Nothing but an exact copy of the listing should be given.

» Information supplied
:::
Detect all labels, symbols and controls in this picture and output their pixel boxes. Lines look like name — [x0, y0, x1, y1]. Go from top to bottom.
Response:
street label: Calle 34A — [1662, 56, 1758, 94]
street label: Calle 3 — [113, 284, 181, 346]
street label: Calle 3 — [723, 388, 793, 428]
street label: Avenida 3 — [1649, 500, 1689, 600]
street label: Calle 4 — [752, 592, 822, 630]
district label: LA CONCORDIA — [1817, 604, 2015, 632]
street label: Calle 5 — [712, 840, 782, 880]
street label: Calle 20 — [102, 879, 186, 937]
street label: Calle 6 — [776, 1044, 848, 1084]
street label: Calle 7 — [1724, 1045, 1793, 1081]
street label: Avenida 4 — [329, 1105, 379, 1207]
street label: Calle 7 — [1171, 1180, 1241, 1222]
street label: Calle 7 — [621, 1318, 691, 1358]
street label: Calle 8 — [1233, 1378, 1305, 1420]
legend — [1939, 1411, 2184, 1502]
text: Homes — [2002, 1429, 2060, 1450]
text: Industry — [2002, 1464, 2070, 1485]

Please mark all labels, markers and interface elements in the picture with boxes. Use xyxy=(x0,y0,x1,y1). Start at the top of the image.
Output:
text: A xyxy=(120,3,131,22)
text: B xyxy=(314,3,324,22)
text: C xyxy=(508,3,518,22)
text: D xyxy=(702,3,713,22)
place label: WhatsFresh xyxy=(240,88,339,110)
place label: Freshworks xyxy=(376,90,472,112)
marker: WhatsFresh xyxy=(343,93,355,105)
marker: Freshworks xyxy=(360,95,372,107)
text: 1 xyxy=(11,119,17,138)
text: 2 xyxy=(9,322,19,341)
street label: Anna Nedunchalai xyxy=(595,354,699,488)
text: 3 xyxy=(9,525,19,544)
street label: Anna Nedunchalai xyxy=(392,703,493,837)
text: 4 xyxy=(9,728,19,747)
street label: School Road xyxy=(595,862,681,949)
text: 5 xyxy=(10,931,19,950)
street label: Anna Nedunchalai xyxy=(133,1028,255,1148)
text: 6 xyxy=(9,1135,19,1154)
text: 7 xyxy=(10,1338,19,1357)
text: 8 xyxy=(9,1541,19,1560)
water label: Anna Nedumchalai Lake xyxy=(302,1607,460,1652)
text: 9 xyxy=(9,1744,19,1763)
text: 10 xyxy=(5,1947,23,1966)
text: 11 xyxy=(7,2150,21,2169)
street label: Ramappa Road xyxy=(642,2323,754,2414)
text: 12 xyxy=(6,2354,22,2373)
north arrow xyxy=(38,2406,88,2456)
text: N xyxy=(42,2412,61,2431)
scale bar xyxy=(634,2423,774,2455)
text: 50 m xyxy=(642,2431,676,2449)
:::
» Output of the exercise
Detect all labels, symbols and controls in this picture and output their pixel boxes. Lines look like name — [x0, y0, x1, y1]. Go from top to bottom.
Response:
street label: Calle 34A — [1662, 56, 1758, 94]
street label: Calle 3 — [113, 284, 181, 346]
street label: Calle 3 — [723, 388, 793, 428]
street label: Avenida 3 — [1649, 500, 1689, 600]
street label: Calle 4 — [752, 592, 822, 630]
district label: LA CONCORDIA — [1817, 604, 2015, 632]
street label: Calle 5 — [712, 840, 782, 880]
street label: Calle 20 — [102, 879, 186, 937]
street label: Calle 6 — [776, 1044, 848, 1084]
street label: Calle 7 — [1724, 1045, 1793, 1081]
street label: Avenida 4 — [329, 1105, 379, 1207]
street label: Calle 7 — [1171, 1180, 1241, 1222]
street label: Calle 7 — [621, 1318, 691, 1358]
street label: Calle 8 — [1233, 1378, 1305, 1420]
legend — [1939, 1411, 2184, 1502]
text: Homes — [2002, 1429, 2060, 1450]
text: Industry — [2002, 1464, 2070, 1485]

Please mark all labels, markers and interface elements in the picture with boxes. Use xyxy=(x0,y0,x1,y1). Start at the top of the image.
Output:
text: A xyxy=(120,3,131,22)
text: B xyxy=(314,3,324,22)
text: C xyxy=(508,3,518,22)
text: D xyxy=(702,3,713,22)
place label: WhatsFresh xyxy=(240,88,339,110)
place label: Freshworks xyxy=(376,90,472,112)
marker: WhatsFresh xyxy=(343,93,355,105)
marker: Freshworks xyxy=(360,95,372,107)
text: 1 xyxy=(11,119,17,138)
text: 2 xyxy=(9,322,19,341)
street label: Anna Nedunchalai xyxy=(595,354,699,488)
text: 3 xyxy=(9,525,19,544)
street label: Anna Nedunchalai xyxy=(392,703,493,837)
text: 4 xyxy=(9,728,19,747)
street label: School Road xyxy=(595,862,681,949)
text: 5 xyxy=(10,931,19,950)
street label: Anna Nedunchalai xyxy=(133,1028,255,1148)
text: 6 xyxy=(9,1135,19,1154)
text: 7 xyxy=(10,1338,19,1357)
text: 8 xyxy=(9,1541,19,1560)
water label: Anna Nedumchalai Lake xyxy=(302,1607,460,1652)
text: 9 xyxy=(9,1744,19,1763)
text: 10 xyxy=(5,1947,23,1966)
text: 11 xyxy=(7,2150,21,2169)
street label: Ramappa Road xyxy=(642,2323,754,2414)
text: 12 xyxy=(6,2354,22,2373)
north arrow xyxy=(38,2406,88,2456)
text: N xyxy=(42,2412,61,2431)
scale bar xyxy=(634,2423,774,2455)
text: 50 m xyxy=(642,2431,676,2449)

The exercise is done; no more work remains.